Please copy every record below exactly, leaving out the pictures.
============
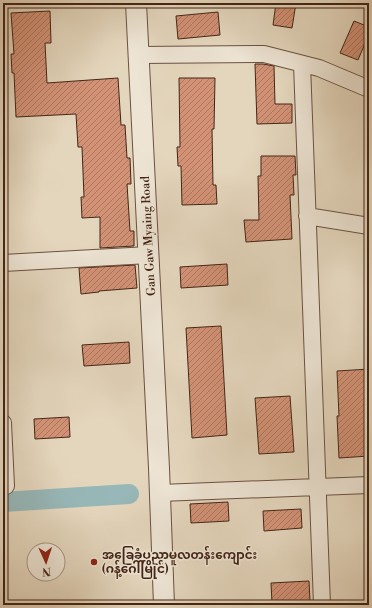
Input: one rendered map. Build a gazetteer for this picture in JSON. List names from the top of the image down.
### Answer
{
  "streets": {
    "street": ["Gan Gaw Myaing Road"]
  },
  "places": ["အခြေခံပညာမူလတန်းကျောင်း (ဂန့်ဂေါ်မြိုင်)"],
  "north": "bottom"
}
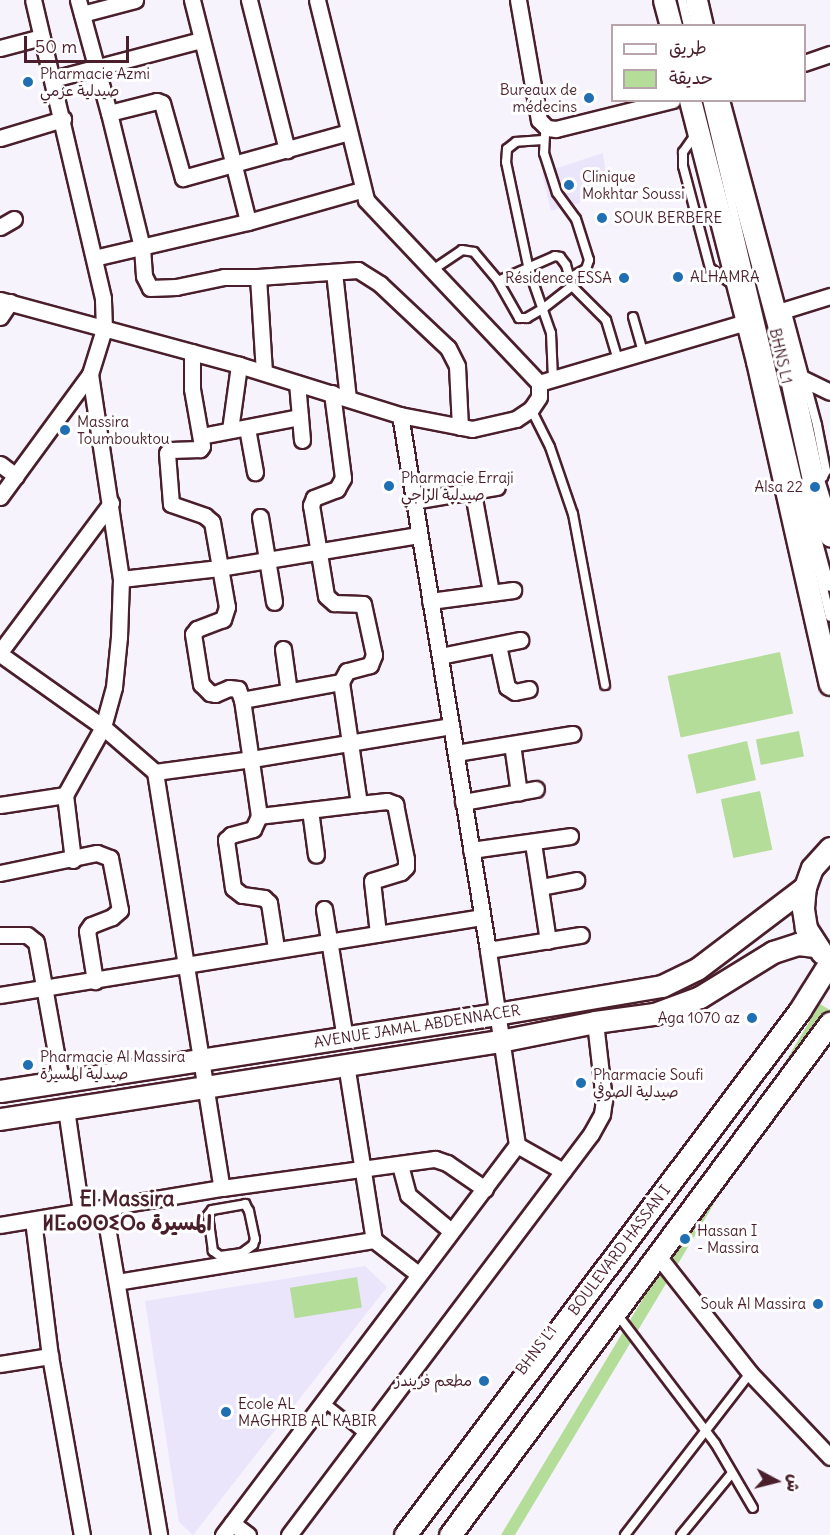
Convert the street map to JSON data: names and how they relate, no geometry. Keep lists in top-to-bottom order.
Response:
{
  "streets": {
    "street": ["AVENUE JAMAL ABDENNACER", "BOULEVARD HASSAN I"],
    "lane": ["BHNS L1"]
  },
  "districts": ["El Massira ⵍⵎⴰⵙⵙⵉⵔⴰ المسيرة"],
  "places": [
    "Pharmacie Azmi صيدلية عزمي",
    "Bureaux de médecins",
    "Clinique Mokhtar Soussi",
    "SOUK BERBERE",
    "ALHAMRA",
    "Résidence ESSA",
    "Massira Toumbouktou",
    "Pharmacie Erraji صيدلية الراجي",
    "Alsa 22",
    "Aga 1070 az",
    "Pharmacie Al Massira صيدلية المسيرة",
    "Pharmacie Soufi صيدلية الصوفي",
    "Hassan I - Massira",
    "Souk Al Massira",
    "مطعم فريندز",
    "Ecole AL MAGHRIB AL KABIR"
  ],
  "legend": ["طريق", "حديقة"],
  "scale_bar": "50 m",
  "north": "right"
}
============
● **The answer**
Input: one rendered map. Build a gazetteer for this picture in JSON. List names from the top of the image down.
### Answer
{
  "streets": {
    "street": ["Gan Gaw Myaing Road"]
  },
  "places": ["အခြေခံပညာမူလတန်းကျောင်း (ဂန့်ဂေါ်မြိုင်)"],
  "north": "bottom"
}
Convert the street map to JSON data: names and how they relate, no geometry. Keep lists in top-to-bottom order.
Response:
{
  "streets": {
    "street": ["AVENUE JAMAL ABDENNACER", "BOULEVARD HASSAN I"],
    "lane": ["BHNS L1"]
  },
  "districts": ["El Massira ⵍⵎⴰⵙⵙⵉⵔⴰ المسيرة"],
  "places": [
    "Pharmacie Azmi صيدلية عزمي",
    "Bureaux de médecins",
    "Clinique Mokhtar Soussi",
    "SOUK BERBERE",
    "ALHAMRA",
    "Résidence ESSA",
    "Massira Toumbouktou",
    "Pharmacie Erraji صيدلية الراجي",
    "Alsa 22",
    "Aga 1070 az",
    "Pharmacie Al Massira صيدلية المسيرة",
    "Pharmacie Soufi صيدلية الصوفي",
    "Hassan I - Massira",
    "Souk Al Massira",
    "مطعم فريندز",
    "Ecole AL MAGHRIB AL KABIR"
  ],
  "legend": ["طريق", "حديقة"],
  "scale_bar": "50 m",
  "north": "right"
}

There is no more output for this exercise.